(Stored data entries)
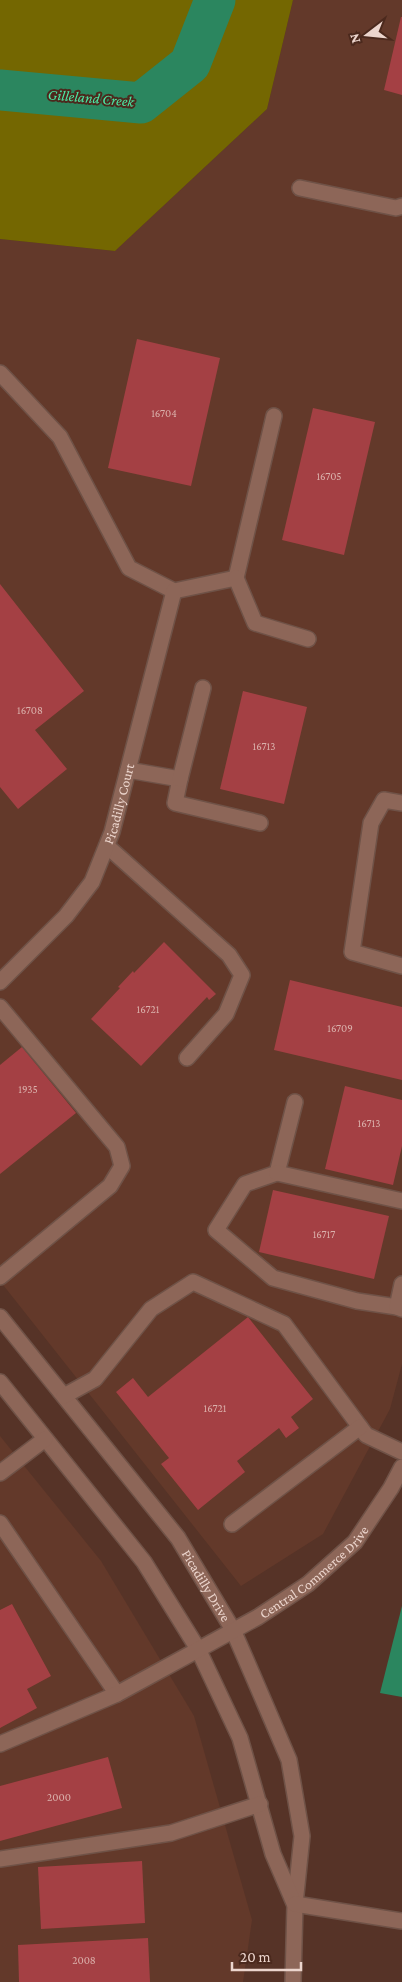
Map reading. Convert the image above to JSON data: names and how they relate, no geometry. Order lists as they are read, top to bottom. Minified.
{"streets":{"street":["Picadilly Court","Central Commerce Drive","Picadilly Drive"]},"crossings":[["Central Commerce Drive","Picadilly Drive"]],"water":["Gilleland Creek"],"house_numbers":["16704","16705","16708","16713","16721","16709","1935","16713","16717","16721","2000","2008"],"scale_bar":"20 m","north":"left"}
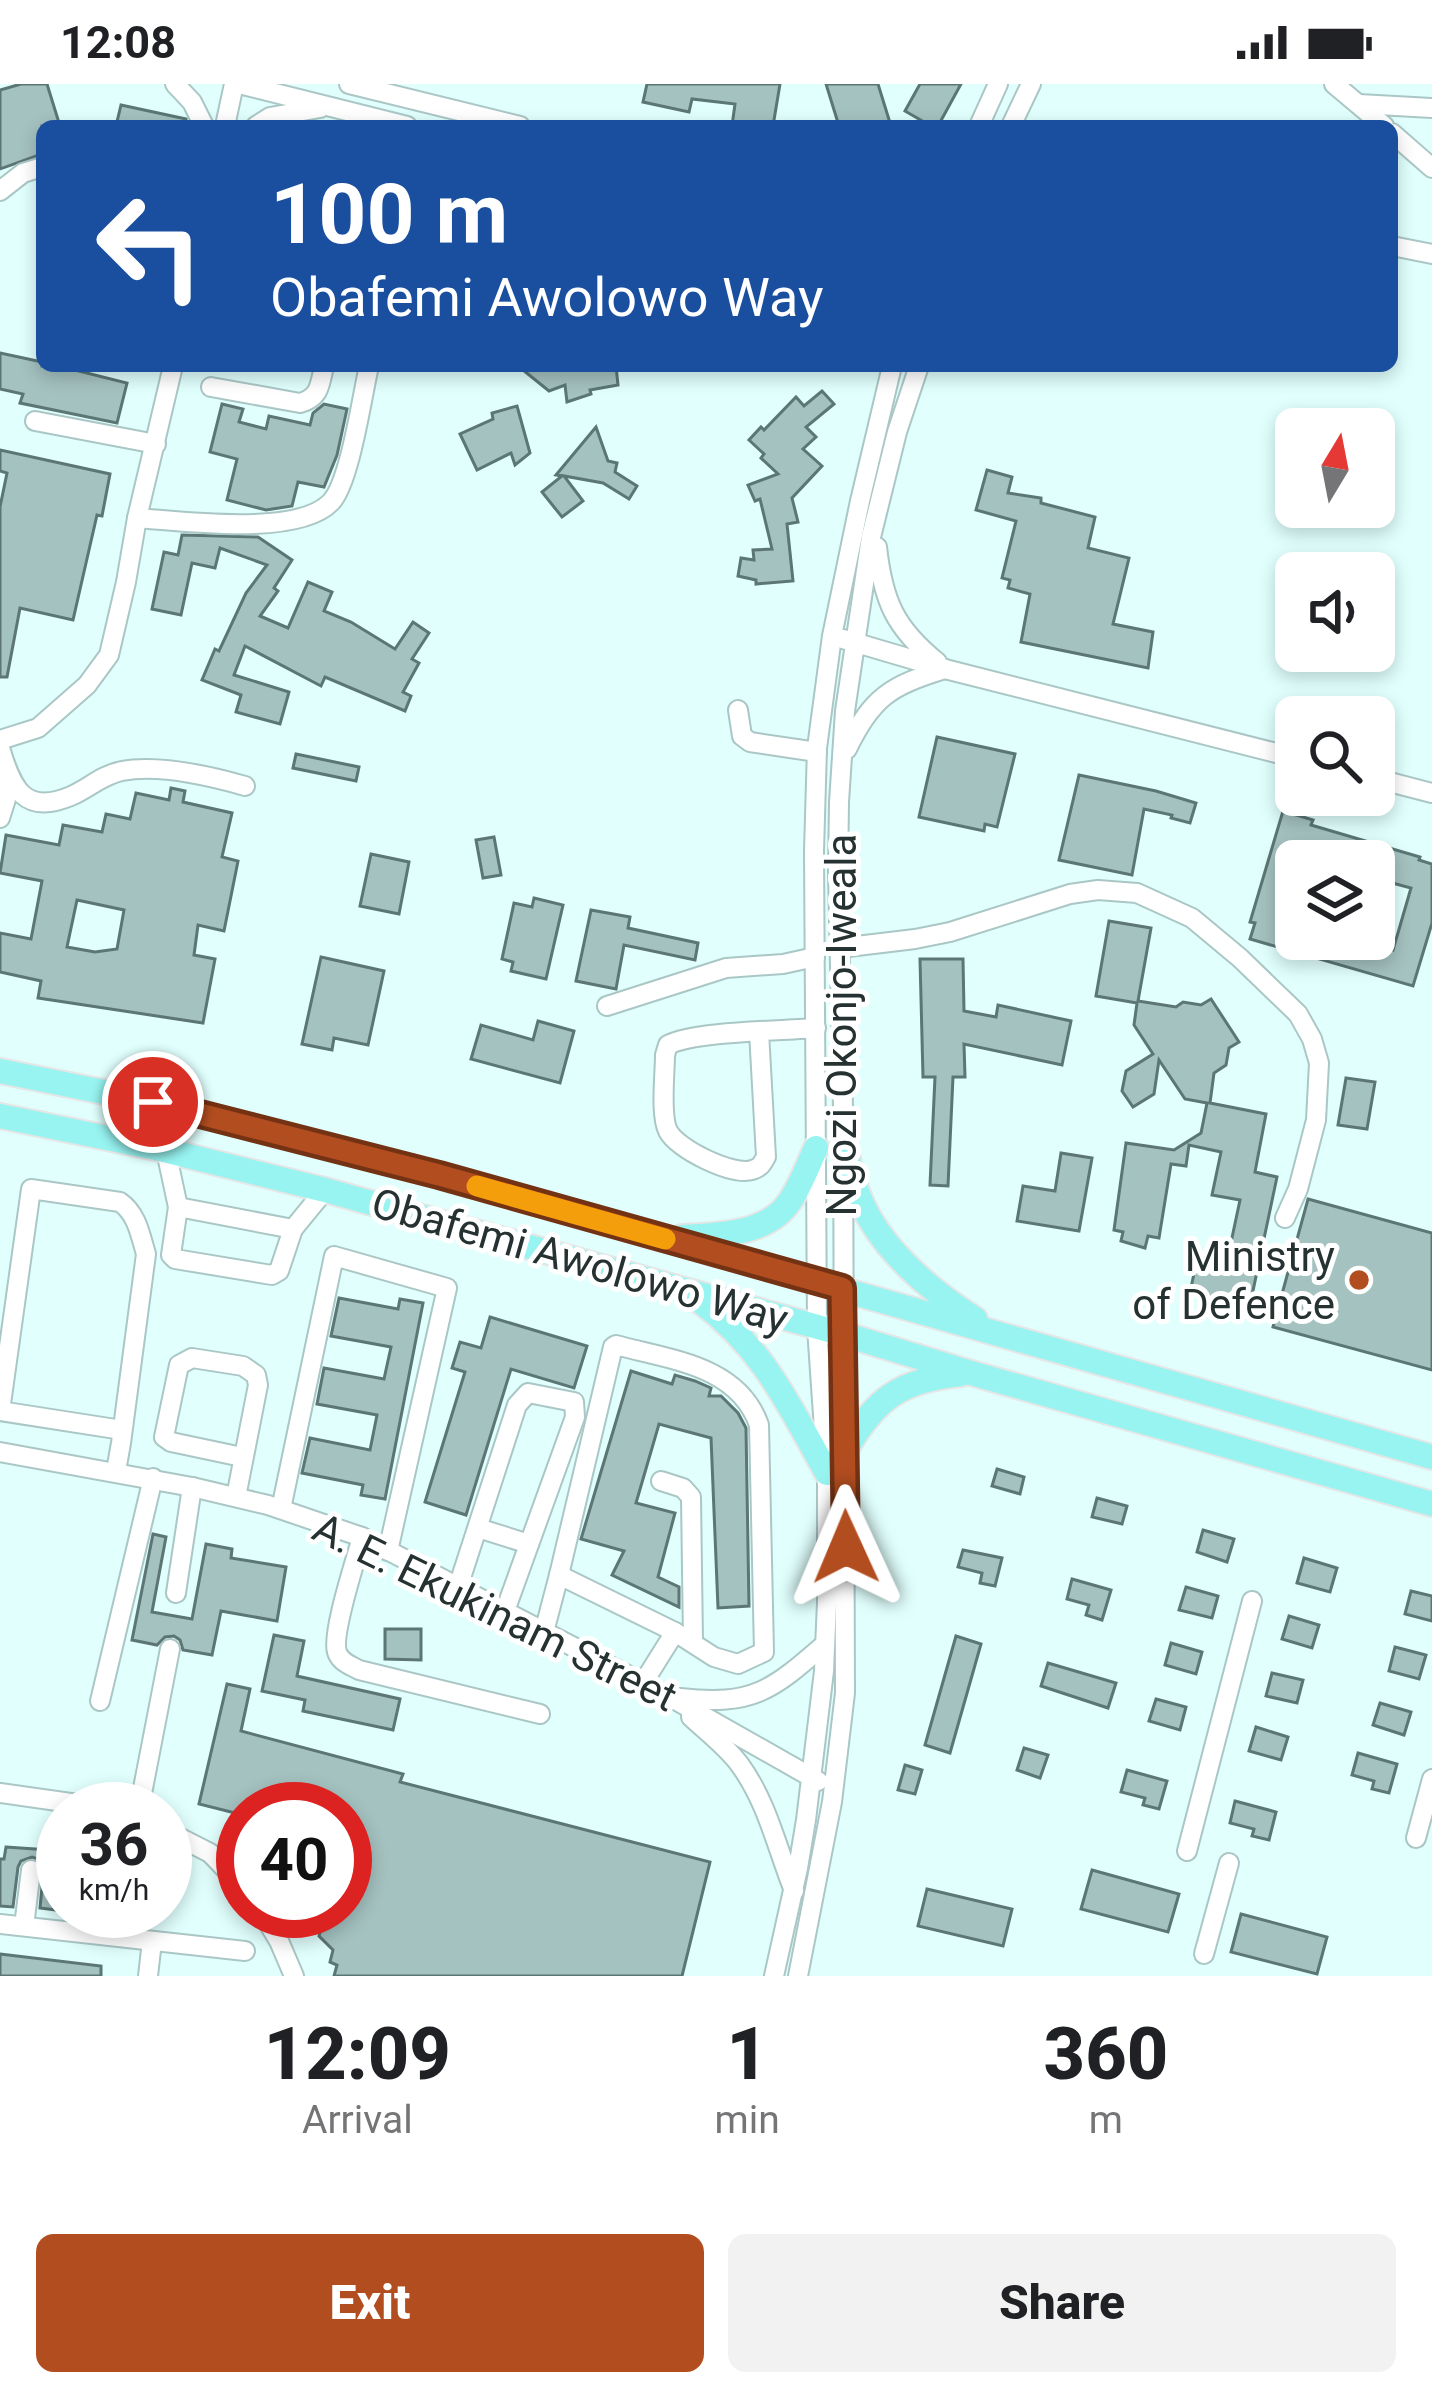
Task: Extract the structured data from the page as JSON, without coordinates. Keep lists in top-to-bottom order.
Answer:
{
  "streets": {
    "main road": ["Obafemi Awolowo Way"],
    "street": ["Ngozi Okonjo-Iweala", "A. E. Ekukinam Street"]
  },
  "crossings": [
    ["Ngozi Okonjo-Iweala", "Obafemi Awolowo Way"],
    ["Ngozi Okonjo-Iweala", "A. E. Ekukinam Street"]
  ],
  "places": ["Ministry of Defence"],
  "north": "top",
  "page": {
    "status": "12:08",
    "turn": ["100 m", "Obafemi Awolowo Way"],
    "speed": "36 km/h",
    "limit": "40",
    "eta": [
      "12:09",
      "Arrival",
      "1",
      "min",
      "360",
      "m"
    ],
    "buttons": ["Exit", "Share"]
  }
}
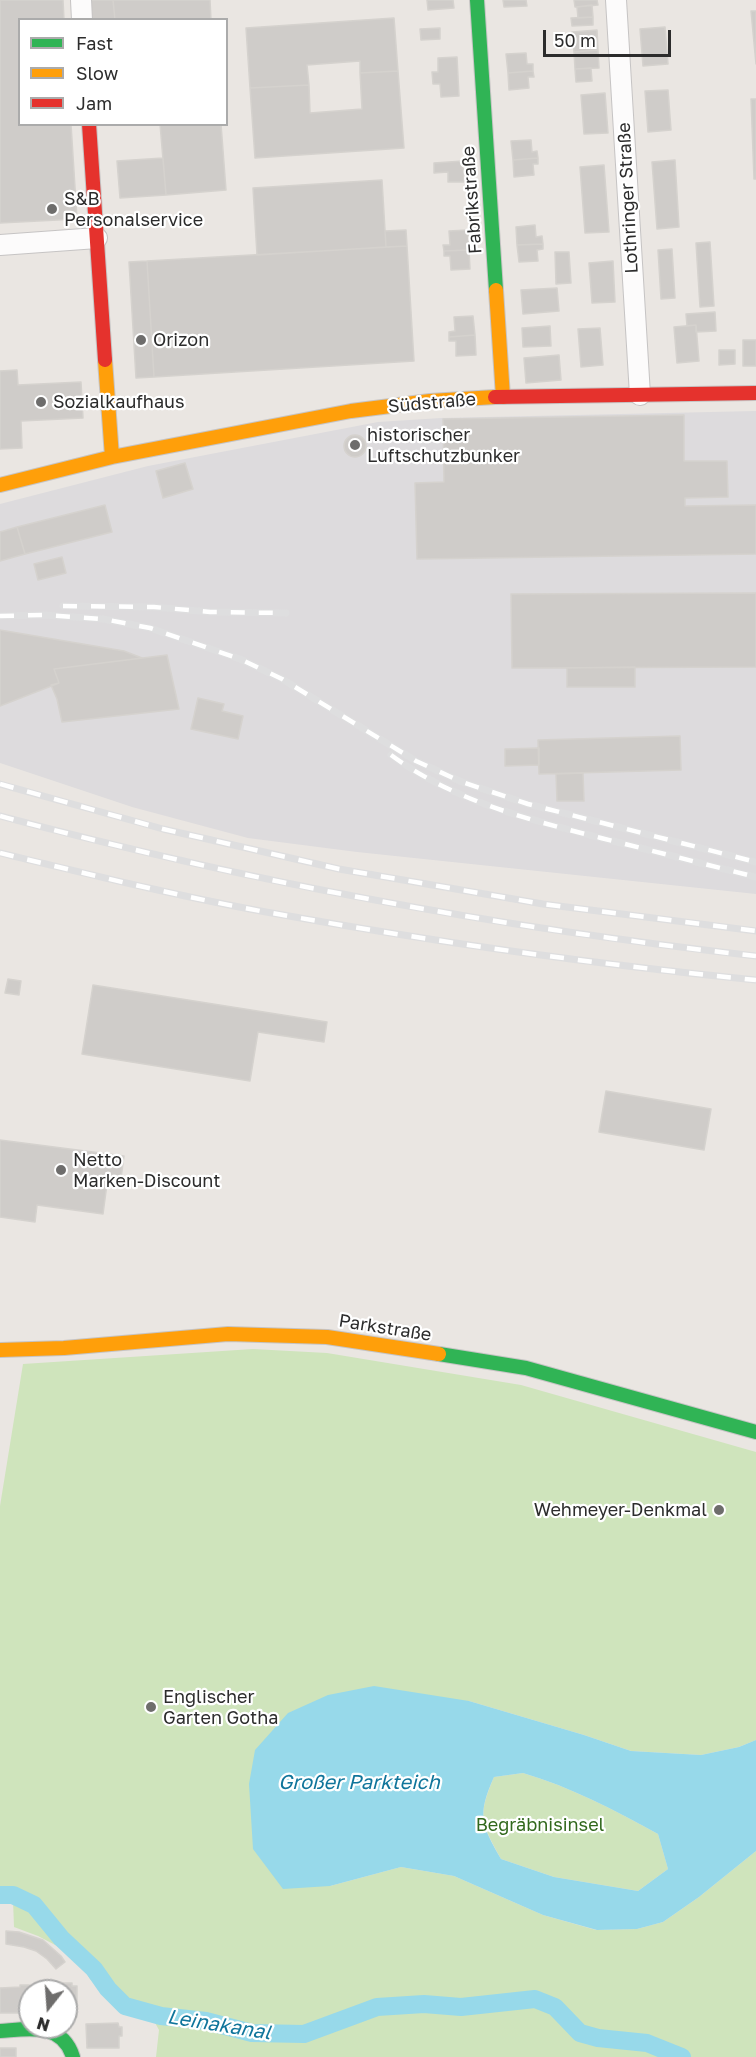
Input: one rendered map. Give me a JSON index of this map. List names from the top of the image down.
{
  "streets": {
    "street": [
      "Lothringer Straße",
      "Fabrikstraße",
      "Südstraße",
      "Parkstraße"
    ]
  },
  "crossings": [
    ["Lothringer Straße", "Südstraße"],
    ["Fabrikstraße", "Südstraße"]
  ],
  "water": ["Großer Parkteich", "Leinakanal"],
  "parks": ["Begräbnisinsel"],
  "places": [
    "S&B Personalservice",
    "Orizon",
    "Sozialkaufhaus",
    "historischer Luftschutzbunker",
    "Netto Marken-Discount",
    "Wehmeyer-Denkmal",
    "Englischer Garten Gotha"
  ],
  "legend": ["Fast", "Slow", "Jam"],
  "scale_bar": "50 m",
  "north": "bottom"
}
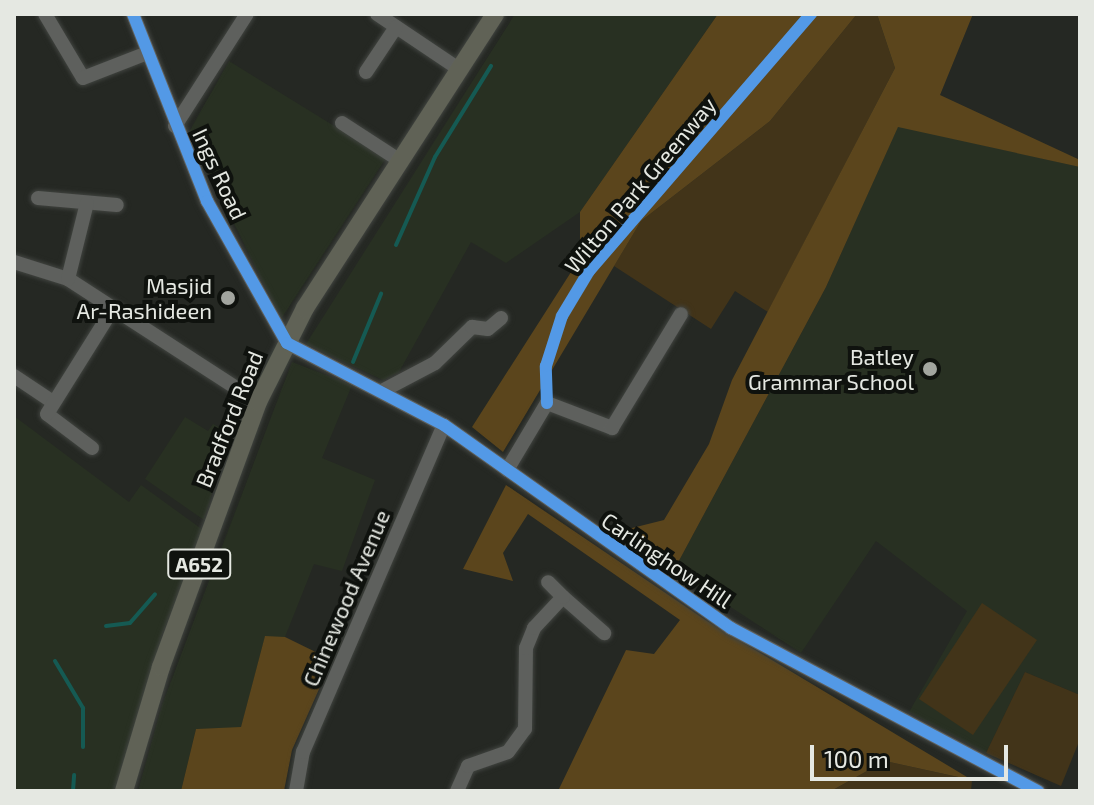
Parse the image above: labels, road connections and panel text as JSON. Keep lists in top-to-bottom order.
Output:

--- Directions for this task ---
Only an exact copy of the entries, with no pictures, is expected as the answer.

--- Answer to this exercise ---
Map reading. Convert the image above to JSON data: names and how they relate, no geometry. Order lists as they are read, top to bottom. Minified.
{"streets":{"street":["Picadilly Court","Central Commerce Drive","Picadilly Drive"]},"crossings":[["Central Commerce Drive","Picadilly Drive"]],"water":["Gilleland Creek"],"house_numbers":["16704","16705","16708","16713","16721","16709","1935","16713","16717","16721","2000","2008"],"scale_bar":"20 m","north":"left"}
Task: Extract the structured data from the page as JSON, without coordinates. Keep lists in top-to-bottom order.
Answer:
{
  "streets": {
    "main road": ["Obafemi Awolowo Way"],
    "street": ["Ngozi Okonjo-Iweala", "A. E. Ekukinam Street"]
  },
  "crossings": [
    ["Ngozi Okonjo-Iweala", "Obafemi Awolowo Way"],
    ["Ngozi Okonjo-Iweala", "A. E. Ekukinam Street"]
  ],
  "places": ["Ministry of Defence"],
  "north": "top",
  "page": {
    "status": "12:08",
    "turn": ["100 m", "Obafemi Awolowo Way"],
    "speed": "36 km/h",
    "limit": "40",
    "eta": [
      "12:09",
      "Arrival",
      "1",
      "min",
      "360",
      "m"
    ],
    "buttons": ["Exit", "Share"]
  }
}
Input: one rendered map. Give me a JSON index of this map. List names from the top of the image down.
{
  "streets": {
    "street": [
      "Lothringer Straße",
      "Fabrikstraße",
      "Südstraße",
      "Parkstraße"
    ]
  },
  "crossings": [
    ["Lothringer Straße", "Südstraße"],
    ["Fabrikstraße", "Südstraße"]
  ],
  "water": ["Großer Parkteich", "Leinakanal"],
  "parks": ["Begräbnisinsel"],
  "places": [
    "S&B Personalservice",
    "Orizon",
    "Sozialkaufhaus",
    "historischer Luftschutzbunker",
    "Netto Marken-Discount",
    "Wehmeyer-Denkmal",
    "Englischer Garten Gotha"
  ],
  "legend": ["Fast", "Slow", "Jam"],
  "scale_bar": "50 m",
  "north": "bottom"
}
Parse the image above: labels, road connections and panel text as JSON. Keep lists in top-to-bottom order.
Output:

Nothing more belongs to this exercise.